Monday, August 17, 2009

Signs of London, Kentucky Style

A highway sign in Kentucky:
Prohibited
Pedestrians
Bicycles
Motor Scooters
Metal Treads
Farm Equipment
Animals on Foot

Animals on foot? Oh, livestock. Funny image that: a herd of sheep or cattle blocking four lanes of interstate like they hold up a country road in Britain. I’m sad they’re not allowed, really. Might slow this nation down a little.

One of those blue tourist-attraction signs greets me as I arrive in this week’s town:

Welcome to London. Home of Madison McCowan. 2009 Miss KY Outstanding Teen.

Wow. Many towns announce themselves as the “gateway” to somewhere else, but this one recognizes one of its own as its point of pride. How’s that for down-home spirit?

Billboards tell a lot about an area and what its people find important enough to market. Up to now, they’ve mostly been the typical ads for food and hotels and attractions. London has a different set mixed with the rest. A goodly number advertise lawyers for car accidents, medical support for people who have trouble breathing, and hospice for the elderly. Other notable boards that speak of what troubles the population:

Gambling Can Be Addictive.
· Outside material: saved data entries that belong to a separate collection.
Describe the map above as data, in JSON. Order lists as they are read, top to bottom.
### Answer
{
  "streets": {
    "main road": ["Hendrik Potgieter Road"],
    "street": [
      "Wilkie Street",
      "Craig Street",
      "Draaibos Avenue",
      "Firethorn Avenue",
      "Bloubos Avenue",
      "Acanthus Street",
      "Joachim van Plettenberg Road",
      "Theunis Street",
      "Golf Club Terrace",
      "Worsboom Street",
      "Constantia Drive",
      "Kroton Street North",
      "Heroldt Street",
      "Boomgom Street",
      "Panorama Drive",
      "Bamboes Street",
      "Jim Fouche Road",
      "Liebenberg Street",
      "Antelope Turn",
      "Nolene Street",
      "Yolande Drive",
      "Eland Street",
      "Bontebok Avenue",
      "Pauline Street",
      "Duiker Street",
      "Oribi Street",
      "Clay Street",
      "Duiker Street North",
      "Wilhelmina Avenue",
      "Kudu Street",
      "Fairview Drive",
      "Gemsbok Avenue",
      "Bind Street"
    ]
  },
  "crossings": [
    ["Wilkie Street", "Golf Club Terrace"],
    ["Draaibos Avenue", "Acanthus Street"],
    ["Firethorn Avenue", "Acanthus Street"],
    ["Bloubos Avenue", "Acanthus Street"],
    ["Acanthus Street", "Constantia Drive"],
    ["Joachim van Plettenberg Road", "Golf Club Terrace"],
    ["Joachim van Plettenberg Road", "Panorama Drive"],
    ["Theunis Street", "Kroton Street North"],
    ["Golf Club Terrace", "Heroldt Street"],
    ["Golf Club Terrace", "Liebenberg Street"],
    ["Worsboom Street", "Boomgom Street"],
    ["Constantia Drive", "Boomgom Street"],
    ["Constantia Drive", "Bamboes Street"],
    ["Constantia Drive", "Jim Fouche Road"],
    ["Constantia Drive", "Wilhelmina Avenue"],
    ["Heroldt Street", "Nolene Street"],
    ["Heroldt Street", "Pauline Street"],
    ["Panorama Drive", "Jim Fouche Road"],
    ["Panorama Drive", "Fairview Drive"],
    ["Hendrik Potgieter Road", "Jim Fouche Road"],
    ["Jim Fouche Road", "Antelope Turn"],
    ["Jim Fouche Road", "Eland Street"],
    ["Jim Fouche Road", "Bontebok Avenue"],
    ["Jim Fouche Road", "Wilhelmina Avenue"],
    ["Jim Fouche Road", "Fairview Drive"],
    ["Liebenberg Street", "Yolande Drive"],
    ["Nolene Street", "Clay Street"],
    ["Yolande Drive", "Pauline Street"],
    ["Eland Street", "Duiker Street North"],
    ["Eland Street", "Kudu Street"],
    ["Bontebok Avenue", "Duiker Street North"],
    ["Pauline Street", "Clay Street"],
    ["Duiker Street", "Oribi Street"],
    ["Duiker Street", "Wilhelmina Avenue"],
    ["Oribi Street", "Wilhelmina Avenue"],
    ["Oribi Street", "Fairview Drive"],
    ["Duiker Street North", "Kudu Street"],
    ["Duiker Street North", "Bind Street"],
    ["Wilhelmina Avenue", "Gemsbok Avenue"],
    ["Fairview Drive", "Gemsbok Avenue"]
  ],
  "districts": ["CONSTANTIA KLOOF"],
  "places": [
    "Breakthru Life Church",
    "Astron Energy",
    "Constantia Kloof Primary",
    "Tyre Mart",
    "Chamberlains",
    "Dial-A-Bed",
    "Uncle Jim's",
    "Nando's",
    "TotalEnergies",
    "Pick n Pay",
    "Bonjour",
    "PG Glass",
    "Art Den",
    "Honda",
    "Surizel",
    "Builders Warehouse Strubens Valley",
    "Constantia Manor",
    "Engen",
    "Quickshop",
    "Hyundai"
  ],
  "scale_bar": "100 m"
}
Call 1-800-GAMBLER
LOSE WEIGHT STOP SMOKING With Hypnosis
Does Life Hurt? www.lifehurts.com

And my favorite:
Your Credit Won’t Fix Itself. Pay Bills On Time. www.creditfairy.org

Credit Fairy? So do you stick a credit card under your pillow and by morning the bill has been paid?

Most of current London clusters along two local highways lined with strip malls, hotels, and restaurants. A little to the north is the original Main Street, a few blocks long. US Courthouse. Laurel County Courthouse. A new multistory Laurel County Justice Center under construction. A lawyer firm on every corner. (Now I understand all those billboards for legal assistance.) A bank on every street. An insurance company on every other street. A massage and spa. Very few other businesses.

Beyond the tidy core block, Main Street disappears into ragged miles lined with dollar stores, elderly gas stations, Kroger, RiteAid, and a supermarket-sized antique mall that’s more like a huge garage sale collective. Oh, that’s right: London is flea market central—tourists actually come here for the flea markets, so this antique store cum garage sale makes sense. There are at least two other flea market locations nearby, each the size of a drive-in movie lot and open only on weekends. Lots of suntanning shops here, too, for some reason. Tammy’s Consignment and Tanning offers a unique combo: you can strip to the buff to get brown, then buy a new set of clothes to put on when you leave.

Two London side streets catch my attention at opposite ends of town: GOP Street and Middleground Way.

This area of Kentucky has drive-through tobacco shops like other towns have coffee stands. Most of the huts look dilapidated and are plastered with cigarette posters. One tobacco store was a former minimart, still pumping fuel and selling only tobacco. I’d bet that no cigarettes are sold in grocery stores.

A reminder of an older London: remains of a mining facility. This is across the road from a beautifully landscaped (grass, pond) community college and a very modern public library, all of them secluded from the more commercial parts of London.

Loved this retro birthday bus. Those railroad tracks are seriously bumpy to drive over.

I settle in for a week’s stay at the Levi Jackson State Park, one of the best sites I’ve been to yet…trees, grass, concrete pads, close to town but in the middle of the woods. Part of the Boone Trail from North Carolina, site of a settler massacre by Indians in 1786, home of a working water mill and millstone museum, and location of a Mountain Life Museum village. This will also be a good spot from which to explore bits of Kentucky’s southeast.

The park was gloriously uncrowded the day I arrived.

The onsite Mountain Life Museum invites an amble through a schoolhouse, family cabins, church, and other buildings. The blacksmith’s shop (way down there in the upper left corner) was transformed into the jailhouse for the movie The Kentuckian with Burt Lancaster.